I naturally outline using the Roman Numbers, letters, etc. system, indents and all (I even turn it on in Word). It's how I tend to organize my thoughts on paper - past the initial brain-storming stage, anyhow. Hell, it's even how I took notes during lecture in college. What, you mean everyone doesn't unconsciously break down and reconstruct the strucutre of the lecture as they hear it? ;p

That being said, I know I am something of an abberation, and so I see Lyda's point. And even when I do outline, I find I tend to stray as the writing itself commences. Which is okay. One of the biggest traps with "outlining" or "overviewing" or whatever you want to call it is thinking you MUST follow the plan as originally set down. No, no, no! Writing is a creative process, and it needs freedom to move and mutate. Whether that take the form of a minor variation from The Structured Plan, or is more of a "we need to get to California...head west!" process is up to each writer.

Find what works for you - and keep finding and adjusting it as necessary.

Anonymous said...

Okay, Doug, so I suppose I don't think anyone... is a bit more absolute than necessary, though I'll still submit that you're the odd duck on that one.

Douglas Hulick said...

I actually tend to agree with you, Sean, in that the "classic" outline model lends itself better to essays, arguments, etc. It is wonderful for organizing thoughts, building structure, adressing specific talking points, and so on.

Is it the best model for creative writing, though? Depends on the writer. Since I tend to lean that way in terms out outlining, it is where I go first, but that doesn't always mean it works the best. Frankly, I am still trying to find the "right" system for me with longer pieces of fiction, much as Kelly had to do with his first few books. I'm just many books behind. :)

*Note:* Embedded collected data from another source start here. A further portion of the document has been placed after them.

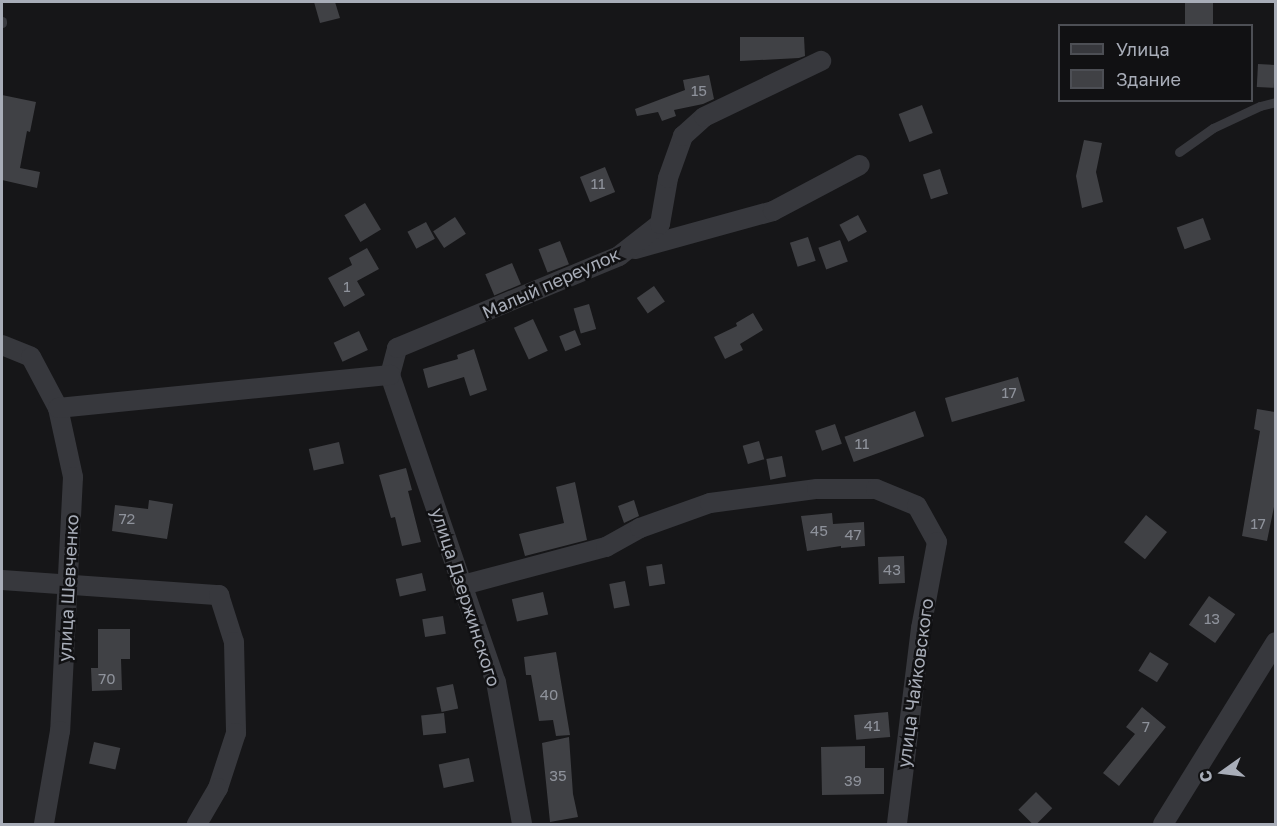 <!DOCTYPE html>
<meta charset="utf-8">
<style>
body{margin:0}
#map{position:relative;width:1277px;height:826px;overflow:hidden;background:#161618;font-family:"Golos Text",sans-serif}
div>[style]{position:absolute}
.building>*{inset:0;background:#404145;transform-origin:0 0}
.service>*{height:9px;margin:-4.5px;padding:0 4.5px;transform-origin:4.5px;border-radius:4.5px;background:#37383d}
.minor>*{height:20px;margin:-10px;padding:0 10px;transform-origin:10px;border-radius:10px;background:#37383d}
span{translate:-50% -50%;white-space:nowrap;text-align:center;line-height:1.15;-webkit-text-stroke:5px #111113;paint-order:stroke}
.number-label{font-size:15px;color:#8e929b}
.number-label span{-webkit-text-stroke-width:0}
.street-label{font-size:18px;color:#a8adb8}
.frame{position:absolute;inset:0;border:3px solid #a8adb8;pointer-events:none}
.legend{position:absolute;left:1058px;top:24px;width:195px;height:78px;box-sizing:border-box;background:#111113;border:2px solid #4d4f55;margin:0;padding:8px 10px;list-style:none;font-size:18px;color:#a8adb8}
.legend li{display:flex;align-items:center;gap:12px;height:30px}
.legend b{width:30px;border:2px solid #4d4f55}
.north{position:absolute;left:1193px;top:742px;width:60px;height:60px;-webkit-text-stroke:4px #111113;paint-order:stroke;rotate:256deg;font-size:16px;font-weight:700;line-height:24px;text-align:center;color:#a8adb8}
.north::after{content:'';display:block;margin:auto;width:21px;height:27px;background:#a8adb8;clip-path:polygon(50% 0,100% 100%,50% 72%,0 100%)}
</style>
<div id="map">
<div class="building">
<div style="clip-path:polygon(314px 2px,335px 2px,340px 18px,320px 23px)"></div>
<div style="left:1185px;top:2px;width:28px;height:24px"></div>
<div style="clip-path:polygon(740px 37px,804px 37px,805px 56px,799px 58px,740px 61px)"></div>
<div style="left:1258px;top:64px;width:17px;height:23px;rotate:3deg"></div>
<div style="clip-path:polygon(709px 75px,714px 99px,703px 104px,674px 110px,676px 116px,662px 121px,658px 112px,637px 116px,635px 109px,685px 90px,683px 80px)"></div>
<div style="clip-path:polygon(2px 95px,36px 102px,30px 132px,27px 131px,20px 168px,40px 172px,37px 188px,2px 180px)"></div>
<div style="left:922px;top:105px;width:30px;height:25px;rotate:69deg"></div>
<div style="clip-path:polygon(1084px 140px,1102px 143px,1096px 172px,1103px 202px,1082px 208px,1076px 176px)"></div>
<div style="left:605px;top:167px;width:27px;height:27px;rotate:68deg"></div>
<div style="left:940px;top:169px;width:26px;height:18px;rotate:72deg"></div>
<div style="left:365px;top:203px;width:31px;height:24px;rotate:59deg"></div>
<div style="left:858px;top:215px;width:19px;height:21px;rotate:62deg"></div>
<div style="left:455px;top:217px;width:20px;height:26px;rotate:57deg"></div>
<div style="left:1203px;top:218px;width:23px;height:28px;rotate:70deg"></div>
<div style="left:426px;top:222px;width:19px;height:21px;rotate:62deg"></div>
<div style="left:808px;top:237px;width:25px;height:19px;rotate:72deg"></div>
<div style="left:840px;top:240px;width:23px;height:23px;rotate:70deg"></div>
<div style="left:560px;top:241px;width:25px;height:23px;rotate:69deg"></div>
<div style="clip-path:polygon(367px 248px,379px 269px,357px 281px,365px 295px,344px 307px,328px 278px,352px 265px,349px 258px)"></div>
<div style="left:512px;top:263px;width:23px;height:29px;rotate:67deg"></div>
<div style="left:654px;top:286px;width:19px;height:21px;rotate:55deg"></div>
<div style="left:589px;top:304px;width:26px;height:16px;rotate:74deg"></div>
<div style="clip-path:polygon(753px 313px,763px 330px,740px 344px,743px 350px,725px 359px,714px 337px,737px 326px,736px 323px)"></div>
<div style="left:533px;top:319px;width:35px;height:21px;rotate:65deg"></div>
<div style="left:575px;top:330px;width:16px;height:17px;rotate:68deg"></div>
<div style="left:359px;top:331px;width:21px;height:28px;rotate:65deg"></div>
<div style="clip-path:polygon(474px 349px,487px 390px,470px 396px,464px 377px,428px 388px,423px 369px,458px 359px,457px 355px)"></div>
<div style="left:1018px;top:377px;width:25px;height:76px;rotate:74deg"></div>
<div style="clip-path:polygon(1257px 409px,1275px 412px,1275px 502px,1267px 541px,1242px 536px,1260px 431px,1254px 429px)"></div>
<div style="left:915px;top:411px;width:27px;height:75px;rotate:70deg"></div>
<div style="left:835px;top:424px;width:21px;height:21px;rotate:71deg"></div>
<div style="left:759px;top:441px;width:19px;height:17px;rotate:74deg"></div>
<div style="left:339px;top:442px;width:22px;height:31px;rotate:77deg"></div>
<div style="left:782px;top:456px;width:21px;height:16px;rotate:79deg"></div>
<div style="clip-path:polygon(406px 468px,412px 490px,408px 491px,421px 542px,402px 546px,395px 517px,391px 518px,379px 475px)"></div>
<div style="clip-path:polygon(575px 482px,587px 540px,525px 556px,519px 534px,564px 523px,556px 487px)"></div>
<div style="clip-path:polygon(149px 500px,173px 504px,167px 539px,112px 531px,115px 505px,148px 509px)"></div>
<div style="clip-path:polygon(634px 500px,639px 516px,624px 523px,618px 506px)"></div>
<div style="clip-path:polygon(832px 513px,833px 524px,864px 522px,865px 546px,841px 548px,841px 546px,807px 551px,801px 516px)"></div>
<div style="left:1146px;top:515px;width:27px;height:35px;rotate:39deg"></div>
<div style="left:904px;top:556px;width:27px;height:26px;rotate:88deg"></div>
<div style="left:662px;top:564px;width:20px;height:16px;rotate:81deg"></div>
<div style="left:422px;top:573px;width:18px;height:27px;rotate:77deg"></div>
<div style="left:625px;top:581px;width:25px;height:16px;rotate:79deg"></div>
<div style="left:543px;top:592px;width:23px;height:32px;rotate:77deg"></div>
<div style="left:1209px;top:596px;width:32px;height:35px;rotate:35deg"></div>
<div style="left:443px;top:616px;width:18px;height:21px;rotate:81deg"></div>
<div style="clip-path:polygon(98px 629px,130px 629px,130px 659px,121px 659px,122px 690px,92px 691px,91px 668px,98px 668px)"></div>
<div style="clip-path:polygon(556px 652px,570px 735px,556px 736px,553px 720px,539px 721px,531px 675px,526px 675px,524px 657px)"></div>
<div style="left:1150px;top:652px;width:22px;height:22px;rotate:32deg"></div>
<div style="left:453px;top:684px;width:25px;height:17px;rotate:78deg"></div>
<div style="clip-path:polygon(1142px 707px,1166px 727px,1119px 786px,1103px 773px,1135px 734px,1126px 727px)"></div>
<div style="left:888px;top:712px;width:25px;height:34px;rotate:85deg"></div>
<div style="left:444px;top:713px;width:20px;height:23px;rotate:84deg"></div>
<div style="clip-path:polygon(569px 737px,573px 794px,578px 817px,550px 822px,542px 743px)"></div>
<div style="left:94px;top:742px;width:27px;height:22px;rotate:13deg"></div>
<div style="clip-path:polygon(865px 746px,865px 768px,884px 768px,884px 794px,822px 795px,821px 747px)"></div>
<div style="left:469px;top:758px;width:24px;height:31px;rotate:78deg"></div>
<div style="left:1036px;top:792px;width:23px;height:25px;rotate:45deg"></div>
</div>
<div class="service">
<div style="left:2px;top:23px;width:2px;rotate:-90deg"></div>
<div style="left:1179px;top:152px;width:42px;rotate:-35.2deg"></div>
<div style="left:1213px;top:128px;width:52px;rotate:-25.1deg"></div>
<div style="left:1260px;top:106px;width:16px;rotate:-14deg"></div>
</div>
<div class="minor">
<div style="left:635px;top:249px;width:143px;rotate:-15.4deg"></div>
<div style="left:773px;top:211px;width:98px;rotate:-27.9deg"></div>
<div style="left:2px;top:345px;width:31px;rotate:22deg"></div>
<div style="left:31px;top:357px;width:58px;rotate:62.1deg"></div>
<div style="left:58px;top:408px;width:71px;rotate:77.7deg"></div>
<div style="left:73px;top:477px;width:254px;rotate:92.9deg"></div>
<div style="left:60px;top:731px;width:94px;rotate:99.8deg"></div>
<div style="left:390px;top:375px;width:28px;rotate:-75deg"></div>
<div style="left:397px;top:348px;width:240px;rotate:-22.5deg"></div>
<div style="left:619px;top:256px;width:52px;rotate:-38deg"></div>
<div style="left:660px;top:224px;width:47px;rotate:-80.1deg"></div>
<div style="left:668px;top:178px;width:45px;rotate:-70.3deg"></div>
<div style="left:683px;top:136px;width:28px;rotate:-42deg"></div>
<div style="left:704px;top:117px;width:130px;rotate:-25.6deg"></div>
<div style="left:390px;top:375px;width:325px;rotate:71deg"></div>
<div style="left:496px;top:682px;width:144px;rotate:79.6deg"></div>
<div style="left:58px;top:408px;width:334px;rotate:-5.7deg"></div>
<div style="left:2px;top:580px;width:218px;rotate:4deg"></div>
<div style="left:219px;top:595px;width:49px;rotate:72.3deg"></div>
<div style="left:234px;top:642px;width:91px;rotate:88.7deg"></div>
<div style="left:236px;top:733px;width:58px;rotate:108.1deg"></div>
<div style="left:218px;top:788px;width:42px;rotate:120.3deg"></div>
<div style="left:463px;top:585px;width:148px;rotate:-14.9deg"></div>
<div style="left:606px;top:547px;width:39px;rotate:-29deg"></div>
<div style="left:640px;top:528px;width:74px;rotate:-19.7deg"></div>
<div style="left:710px;top:503px;width:108px;rotate:-7.5deg"></div>
<div style="left:817px;top:489px;width:59px"></div>
<div style="left:876px;top:489px;width:44px;rotate:22.5deg"></div>
<div style="left:917px;top:506px;width:41px;rotate:60.9deg"></div>
<div style="left:937px;top:542px;width:87px;rotate:100.5deg"></div>
<div style="left:921px;top:628px;width:197px;rotate:97deg"></div>
<div style="left:1163px;top:824px;width:214px;rotate:-58.2deg"></div>
</div>
<div class="number-label">
<span style="left:699px;top:91px">15</span>
<span style="left:598px;top:184px">11</span>
<span style="left:347px;top:287px">1</span>
<span style="left:1009px;top:393px">17</span>
<span style="left:862px;top:444px">11</span>
<span style="left:127px;top:519px">72</span>
<span style="left:1258px;top:524px">17</span>
<span style="left:819px;top:531px">45</span>
<span style="left:853px;top:535px">47</span>
<span style="left:892px;top:570px">43</span>
<span style="left:1212px;top:619px">13</span>
<span style="left:107px;top:679px">70</span>
<span style="left:549px;top:695px">40</span>
<span style="left:872px;top:726px">41</span>
<span style="left:1146px;top:727px">7</span>
<span style="left:558px;top:776px">35</span>
<span style="left:853px;top:781px">39</span>
</div>
<div class="street-label">
<span style="left:551px;top:283px;rotate:-24deg">Малый переулок</span>
<span style="left:68px;top:588px;rotate:-87deg">улица Шевченко</span>
<span style="left:466px;top:597px;rotate:72deg">улица Дзержинского</span>
<span style="left:915px;top:683px;rotate:-82deg">улица Чайковского</span>
</div>
<div class="frame"></div>
<ul class="legend">
<li><b style="height:8px;background:#37383d"></b>Улица</li>
<li><b style="height:16px;background:#404145"></b>Здание</li>
</ul>
<div class="north">С</div>
</div>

So while I think in terms of classic outline, in some ways I am still trying to determine if that it what serves me best when it comes to developing and laying out the story itself.

Kelly Swails said...

I like the "car trip" analogy, though my trip is a little more detailed. As in, "We're absolutely starting in Maine. We're definitely stopping in St. Louis, Grand Canyon, and Vegas. We're definitely ending on Hollywood Boulevard. If we get there via Canada, whatever. Oh, and if I find during the trip one of my friends is an ax murder? Fantastic!"

lydamorehouse said...

It might not matter what you call it, but when I first started writing novels I felt I HAD to outline like that and it pretty much scared the crap out of me.